Engadget reports that Google made several announcements at its Google I/O Conference today:
1) Android 4.1, also called Jelly Bean, will be released in mid-July for
the Samsung Galaxy Nexus and Nexus S smartphones, and Motorola Xoom
tablets. Other devices may be updated in the future, depending on
whether the hardware can support the new operating system, and whether
hardware vendors and mobile service providers decide to support it. A
number of enhancements have been made to improve performance; the
company now claims that the CPU and GPU run in parallel, enabling
the user interface to run at 60fps (if the hardware supports it.) The
on-screen keyboard has been improved, as has voice input, which now
works in both online and offline modes.The design of the home screen has
been updated, and it's now easier to add, move and delete apps and
widgets. Improvements have also been made to the camera app.
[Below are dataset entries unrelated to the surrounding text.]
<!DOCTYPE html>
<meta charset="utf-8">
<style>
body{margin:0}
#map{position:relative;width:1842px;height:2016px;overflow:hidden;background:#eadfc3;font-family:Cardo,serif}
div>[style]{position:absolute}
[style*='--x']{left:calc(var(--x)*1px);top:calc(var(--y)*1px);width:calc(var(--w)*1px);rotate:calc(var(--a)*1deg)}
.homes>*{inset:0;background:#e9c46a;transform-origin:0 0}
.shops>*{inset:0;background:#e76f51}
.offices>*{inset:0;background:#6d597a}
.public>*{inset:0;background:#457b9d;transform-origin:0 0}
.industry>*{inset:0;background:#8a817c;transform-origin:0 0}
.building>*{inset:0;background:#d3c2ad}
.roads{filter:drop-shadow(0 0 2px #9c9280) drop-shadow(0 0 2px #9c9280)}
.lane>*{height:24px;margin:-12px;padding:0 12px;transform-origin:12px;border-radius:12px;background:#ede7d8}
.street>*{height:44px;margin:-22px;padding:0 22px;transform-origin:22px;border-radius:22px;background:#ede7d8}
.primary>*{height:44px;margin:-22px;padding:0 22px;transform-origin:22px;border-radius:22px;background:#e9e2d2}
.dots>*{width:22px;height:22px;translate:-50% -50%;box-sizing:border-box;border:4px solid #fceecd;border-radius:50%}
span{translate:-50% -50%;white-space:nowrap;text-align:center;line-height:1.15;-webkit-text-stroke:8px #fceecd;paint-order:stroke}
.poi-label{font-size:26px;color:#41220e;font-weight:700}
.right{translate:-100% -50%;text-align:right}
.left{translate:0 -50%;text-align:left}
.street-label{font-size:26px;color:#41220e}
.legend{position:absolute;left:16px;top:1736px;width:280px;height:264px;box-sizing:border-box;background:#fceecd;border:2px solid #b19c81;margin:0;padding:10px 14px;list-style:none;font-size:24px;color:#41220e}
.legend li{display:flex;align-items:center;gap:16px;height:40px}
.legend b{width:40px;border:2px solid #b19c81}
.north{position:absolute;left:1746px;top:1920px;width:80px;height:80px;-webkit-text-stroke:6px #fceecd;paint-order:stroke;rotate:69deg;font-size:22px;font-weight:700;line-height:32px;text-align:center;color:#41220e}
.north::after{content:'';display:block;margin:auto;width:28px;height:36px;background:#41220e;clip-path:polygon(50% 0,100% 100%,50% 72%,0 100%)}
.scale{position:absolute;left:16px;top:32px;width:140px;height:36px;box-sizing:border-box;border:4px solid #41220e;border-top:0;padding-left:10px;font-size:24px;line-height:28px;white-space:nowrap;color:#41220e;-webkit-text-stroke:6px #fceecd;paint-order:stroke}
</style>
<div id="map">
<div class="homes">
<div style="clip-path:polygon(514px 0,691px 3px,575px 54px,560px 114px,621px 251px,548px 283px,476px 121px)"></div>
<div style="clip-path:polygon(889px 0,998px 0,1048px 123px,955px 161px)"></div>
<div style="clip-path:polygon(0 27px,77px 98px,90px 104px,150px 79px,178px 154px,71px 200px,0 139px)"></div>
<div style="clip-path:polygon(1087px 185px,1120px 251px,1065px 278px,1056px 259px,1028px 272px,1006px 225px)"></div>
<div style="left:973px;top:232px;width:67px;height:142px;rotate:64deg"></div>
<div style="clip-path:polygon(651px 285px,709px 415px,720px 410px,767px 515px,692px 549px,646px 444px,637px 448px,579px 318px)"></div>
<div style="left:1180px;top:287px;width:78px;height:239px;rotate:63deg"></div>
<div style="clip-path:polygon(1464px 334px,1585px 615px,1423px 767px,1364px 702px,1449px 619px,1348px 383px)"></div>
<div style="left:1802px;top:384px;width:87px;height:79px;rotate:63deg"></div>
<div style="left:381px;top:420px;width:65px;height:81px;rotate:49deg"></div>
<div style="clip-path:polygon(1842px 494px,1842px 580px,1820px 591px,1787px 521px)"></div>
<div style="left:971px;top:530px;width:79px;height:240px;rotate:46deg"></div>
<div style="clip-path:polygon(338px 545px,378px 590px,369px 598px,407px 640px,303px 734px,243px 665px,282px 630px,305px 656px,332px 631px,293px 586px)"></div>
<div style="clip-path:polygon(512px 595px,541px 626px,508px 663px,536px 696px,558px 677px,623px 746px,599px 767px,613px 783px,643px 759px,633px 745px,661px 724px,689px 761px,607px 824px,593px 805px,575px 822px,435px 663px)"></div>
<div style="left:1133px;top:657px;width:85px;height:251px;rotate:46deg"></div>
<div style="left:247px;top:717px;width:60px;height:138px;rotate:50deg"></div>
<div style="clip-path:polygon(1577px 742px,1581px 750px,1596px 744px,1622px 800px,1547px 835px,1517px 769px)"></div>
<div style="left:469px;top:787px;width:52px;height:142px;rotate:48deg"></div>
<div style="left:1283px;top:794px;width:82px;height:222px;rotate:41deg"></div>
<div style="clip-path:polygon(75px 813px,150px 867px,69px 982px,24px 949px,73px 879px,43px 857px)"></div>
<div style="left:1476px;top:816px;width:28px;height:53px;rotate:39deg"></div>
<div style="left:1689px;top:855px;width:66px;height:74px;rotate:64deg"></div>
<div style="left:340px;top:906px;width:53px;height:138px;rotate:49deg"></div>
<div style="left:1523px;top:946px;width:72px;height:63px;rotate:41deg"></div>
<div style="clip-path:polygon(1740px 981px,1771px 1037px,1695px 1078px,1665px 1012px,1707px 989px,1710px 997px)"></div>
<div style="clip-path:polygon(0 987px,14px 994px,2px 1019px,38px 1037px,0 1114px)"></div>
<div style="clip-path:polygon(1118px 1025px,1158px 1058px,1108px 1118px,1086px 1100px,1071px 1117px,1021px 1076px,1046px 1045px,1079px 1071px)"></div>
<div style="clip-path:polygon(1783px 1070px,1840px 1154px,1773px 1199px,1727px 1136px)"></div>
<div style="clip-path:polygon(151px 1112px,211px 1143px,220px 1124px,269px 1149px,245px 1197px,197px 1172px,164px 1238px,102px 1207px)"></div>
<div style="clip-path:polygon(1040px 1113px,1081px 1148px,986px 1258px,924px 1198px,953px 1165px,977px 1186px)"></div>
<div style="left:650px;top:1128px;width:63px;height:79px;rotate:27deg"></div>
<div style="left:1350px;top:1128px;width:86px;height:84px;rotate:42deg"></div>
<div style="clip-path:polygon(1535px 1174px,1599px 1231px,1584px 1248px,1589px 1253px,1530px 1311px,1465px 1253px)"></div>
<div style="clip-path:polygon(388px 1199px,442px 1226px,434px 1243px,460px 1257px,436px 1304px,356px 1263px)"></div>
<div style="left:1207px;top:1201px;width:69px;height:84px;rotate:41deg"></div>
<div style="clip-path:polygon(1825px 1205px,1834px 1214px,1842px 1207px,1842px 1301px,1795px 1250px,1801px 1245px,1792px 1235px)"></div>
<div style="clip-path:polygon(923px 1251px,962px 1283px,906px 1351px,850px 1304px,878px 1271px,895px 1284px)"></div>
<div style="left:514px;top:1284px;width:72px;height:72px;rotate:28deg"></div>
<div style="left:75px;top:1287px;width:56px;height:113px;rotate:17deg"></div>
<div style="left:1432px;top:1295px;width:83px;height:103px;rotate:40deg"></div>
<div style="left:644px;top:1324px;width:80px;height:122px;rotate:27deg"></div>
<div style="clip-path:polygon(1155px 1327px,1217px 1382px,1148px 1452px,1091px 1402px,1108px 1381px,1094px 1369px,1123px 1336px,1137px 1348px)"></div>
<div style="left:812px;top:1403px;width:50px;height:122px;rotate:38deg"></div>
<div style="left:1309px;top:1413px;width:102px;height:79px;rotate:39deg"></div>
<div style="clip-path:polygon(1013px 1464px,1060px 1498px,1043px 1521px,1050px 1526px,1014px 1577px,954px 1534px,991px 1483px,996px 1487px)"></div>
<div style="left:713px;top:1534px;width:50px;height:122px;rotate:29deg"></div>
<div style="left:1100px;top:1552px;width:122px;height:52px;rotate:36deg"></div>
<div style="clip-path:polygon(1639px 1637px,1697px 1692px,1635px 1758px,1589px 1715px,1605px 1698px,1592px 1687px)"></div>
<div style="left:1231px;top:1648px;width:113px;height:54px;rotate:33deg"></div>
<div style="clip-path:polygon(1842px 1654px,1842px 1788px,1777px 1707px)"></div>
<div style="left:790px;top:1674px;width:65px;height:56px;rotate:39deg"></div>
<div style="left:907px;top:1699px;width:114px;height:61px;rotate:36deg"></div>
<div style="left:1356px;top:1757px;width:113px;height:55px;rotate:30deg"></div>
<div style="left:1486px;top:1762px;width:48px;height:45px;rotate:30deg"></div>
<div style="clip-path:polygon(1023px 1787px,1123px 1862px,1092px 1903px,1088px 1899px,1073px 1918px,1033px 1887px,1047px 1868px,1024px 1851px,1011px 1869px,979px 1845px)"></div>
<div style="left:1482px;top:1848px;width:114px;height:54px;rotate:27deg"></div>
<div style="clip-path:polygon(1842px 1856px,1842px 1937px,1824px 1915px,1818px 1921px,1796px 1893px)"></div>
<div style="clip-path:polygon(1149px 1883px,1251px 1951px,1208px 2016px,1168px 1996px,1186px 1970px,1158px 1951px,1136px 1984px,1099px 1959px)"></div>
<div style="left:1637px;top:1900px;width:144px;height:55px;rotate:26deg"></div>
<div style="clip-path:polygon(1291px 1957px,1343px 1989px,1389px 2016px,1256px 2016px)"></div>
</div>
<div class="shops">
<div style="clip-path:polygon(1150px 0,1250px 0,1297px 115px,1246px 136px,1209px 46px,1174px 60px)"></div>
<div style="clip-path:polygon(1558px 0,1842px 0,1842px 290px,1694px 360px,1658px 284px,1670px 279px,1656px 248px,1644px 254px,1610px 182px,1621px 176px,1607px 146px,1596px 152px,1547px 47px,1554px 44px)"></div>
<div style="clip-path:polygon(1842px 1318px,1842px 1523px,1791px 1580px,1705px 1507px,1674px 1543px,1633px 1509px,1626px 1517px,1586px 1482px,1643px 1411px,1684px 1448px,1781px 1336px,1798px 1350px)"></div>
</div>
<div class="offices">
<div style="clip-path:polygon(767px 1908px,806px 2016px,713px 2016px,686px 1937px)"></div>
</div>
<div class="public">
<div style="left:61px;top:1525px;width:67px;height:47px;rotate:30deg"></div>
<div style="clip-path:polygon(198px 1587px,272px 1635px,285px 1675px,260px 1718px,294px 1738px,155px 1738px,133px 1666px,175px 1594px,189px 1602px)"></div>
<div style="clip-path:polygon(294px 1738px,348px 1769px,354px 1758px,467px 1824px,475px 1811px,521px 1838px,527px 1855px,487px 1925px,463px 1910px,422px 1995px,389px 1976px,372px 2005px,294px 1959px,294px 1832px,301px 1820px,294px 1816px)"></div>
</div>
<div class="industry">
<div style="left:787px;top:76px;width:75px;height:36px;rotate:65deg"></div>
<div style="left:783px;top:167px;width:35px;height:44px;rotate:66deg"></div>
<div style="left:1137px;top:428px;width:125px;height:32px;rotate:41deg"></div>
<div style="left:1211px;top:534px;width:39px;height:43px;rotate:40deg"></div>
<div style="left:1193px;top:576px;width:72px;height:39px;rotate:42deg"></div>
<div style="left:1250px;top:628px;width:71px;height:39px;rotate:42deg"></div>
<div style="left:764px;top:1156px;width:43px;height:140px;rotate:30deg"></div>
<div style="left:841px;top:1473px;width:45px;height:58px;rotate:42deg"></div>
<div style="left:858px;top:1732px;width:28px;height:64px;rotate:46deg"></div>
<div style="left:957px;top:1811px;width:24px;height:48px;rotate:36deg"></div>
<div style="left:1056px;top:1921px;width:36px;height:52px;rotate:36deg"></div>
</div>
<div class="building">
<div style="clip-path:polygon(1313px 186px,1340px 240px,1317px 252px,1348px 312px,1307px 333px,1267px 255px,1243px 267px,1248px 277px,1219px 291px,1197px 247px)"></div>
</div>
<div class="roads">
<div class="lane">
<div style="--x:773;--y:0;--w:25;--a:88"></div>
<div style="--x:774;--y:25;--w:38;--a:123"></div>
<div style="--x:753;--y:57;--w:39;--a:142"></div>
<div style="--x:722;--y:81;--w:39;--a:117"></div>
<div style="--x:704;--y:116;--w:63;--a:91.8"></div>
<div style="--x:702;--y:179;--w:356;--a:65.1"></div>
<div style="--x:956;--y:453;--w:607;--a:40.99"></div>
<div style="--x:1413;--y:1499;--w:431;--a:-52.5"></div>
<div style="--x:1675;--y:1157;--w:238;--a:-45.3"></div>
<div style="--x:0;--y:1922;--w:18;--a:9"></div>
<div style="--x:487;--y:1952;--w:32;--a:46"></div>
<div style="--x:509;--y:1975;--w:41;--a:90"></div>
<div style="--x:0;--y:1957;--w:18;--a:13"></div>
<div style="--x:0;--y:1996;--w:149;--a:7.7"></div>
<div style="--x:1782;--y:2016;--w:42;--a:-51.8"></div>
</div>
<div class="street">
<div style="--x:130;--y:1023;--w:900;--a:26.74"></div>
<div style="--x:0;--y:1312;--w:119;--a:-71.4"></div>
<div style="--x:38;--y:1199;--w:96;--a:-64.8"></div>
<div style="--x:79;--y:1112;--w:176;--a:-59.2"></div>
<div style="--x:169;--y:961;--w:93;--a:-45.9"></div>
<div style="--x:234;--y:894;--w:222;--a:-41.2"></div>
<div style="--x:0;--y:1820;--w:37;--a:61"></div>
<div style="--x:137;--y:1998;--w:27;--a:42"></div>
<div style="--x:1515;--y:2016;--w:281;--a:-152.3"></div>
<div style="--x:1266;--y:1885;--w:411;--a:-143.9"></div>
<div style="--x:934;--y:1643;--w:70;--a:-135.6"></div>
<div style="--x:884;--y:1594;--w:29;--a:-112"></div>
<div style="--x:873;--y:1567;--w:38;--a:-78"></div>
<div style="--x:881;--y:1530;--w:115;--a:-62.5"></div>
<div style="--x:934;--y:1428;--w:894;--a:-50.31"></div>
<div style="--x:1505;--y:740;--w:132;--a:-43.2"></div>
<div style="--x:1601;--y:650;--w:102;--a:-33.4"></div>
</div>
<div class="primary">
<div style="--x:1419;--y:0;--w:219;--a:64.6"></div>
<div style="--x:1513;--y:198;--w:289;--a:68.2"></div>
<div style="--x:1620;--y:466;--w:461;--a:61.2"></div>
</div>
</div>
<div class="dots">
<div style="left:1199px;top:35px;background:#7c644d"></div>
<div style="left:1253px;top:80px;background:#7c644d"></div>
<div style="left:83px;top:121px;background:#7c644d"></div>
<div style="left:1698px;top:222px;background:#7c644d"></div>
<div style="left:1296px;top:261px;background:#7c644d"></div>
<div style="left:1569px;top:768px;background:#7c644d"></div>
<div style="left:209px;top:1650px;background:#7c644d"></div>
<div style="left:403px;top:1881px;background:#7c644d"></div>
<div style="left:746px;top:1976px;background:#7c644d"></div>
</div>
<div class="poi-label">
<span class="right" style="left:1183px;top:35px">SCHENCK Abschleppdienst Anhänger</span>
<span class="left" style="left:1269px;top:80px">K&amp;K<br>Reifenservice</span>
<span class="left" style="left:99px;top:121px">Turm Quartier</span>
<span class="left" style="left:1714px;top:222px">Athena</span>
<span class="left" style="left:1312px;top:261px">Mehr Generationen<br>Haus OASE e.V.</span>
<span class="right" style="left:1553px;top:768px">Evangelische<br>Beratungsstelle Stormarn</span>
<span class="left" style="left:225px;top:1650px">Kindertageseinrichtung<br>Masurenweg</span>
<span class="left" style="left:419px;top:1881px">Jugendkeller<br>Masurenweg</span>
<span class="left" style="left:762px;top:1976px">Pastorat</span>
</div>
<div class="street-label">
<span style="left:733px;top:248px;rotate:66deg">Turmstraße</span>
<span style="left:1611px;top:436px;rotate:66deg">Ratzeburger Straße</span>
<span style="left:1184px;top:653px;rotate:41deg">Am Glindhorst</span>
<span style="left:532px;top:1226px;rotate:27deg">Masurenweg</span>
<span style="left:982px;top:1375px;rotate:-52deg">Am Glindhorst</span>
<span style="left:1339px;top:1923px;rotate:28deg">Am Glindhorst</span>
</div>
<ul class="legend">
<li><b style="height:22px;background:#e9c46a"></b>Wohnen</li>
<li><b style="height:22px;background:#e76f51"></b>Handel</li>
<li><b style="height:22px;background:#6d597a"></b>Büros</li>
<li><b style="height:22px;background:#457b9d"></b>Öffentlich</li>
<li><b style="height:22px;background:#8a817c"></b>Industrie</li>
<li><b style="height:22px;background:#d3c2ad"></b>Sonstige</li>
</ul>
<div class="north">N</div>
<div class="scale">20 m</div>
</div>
2) Google is now supporting "Smart App Updates" that allow incremental
updates instead of requiring entire apps to be replaced. It's also
improving encryption in order to make it harder to pirate paid apps.
3) Google announced its new tablet--the Nexus 7--that also runs Android 4.1. There were no
surprises--all of the specs and prices had been previously leaked. It's
got a 7" 1280 x 800 display, a quad-core Tegra 3 processor, 1GB of RAM and a 1.2
megapixel front camera, for $199 for the 8GB model and $249 for 16GB. For a limited time, it
also comes with a $25 credit for the Google Play content and app store.
Its user interface is based on the design of the Google Play store. The
Nexus 7 will ship in mid-July.
4) The new Nexus Q is a ball-shaped media streaming device for the
living room. It can connect any Android device to a television set or
audio/video receiver and stream music and video from the Google Play
store, as well as YouTube videos from the cloud. However, it doesn't
appear to support services such as Hulu, Netflix or other third-party
content providers. It also has its own built-in 25-watt amplifier, so it
can be used as a standalone device by connecting speakers to it. According to The New York Times, the Nexus Q is almost entirely manufactured in the U.S. The Nexus Q will be priced at $299 when it
ships in mid-July; the price is three times as much as comparable
products from Apple, Roku and Vizio, so it's not clear who's Google's
target market or why it feels that it can justify such a high price.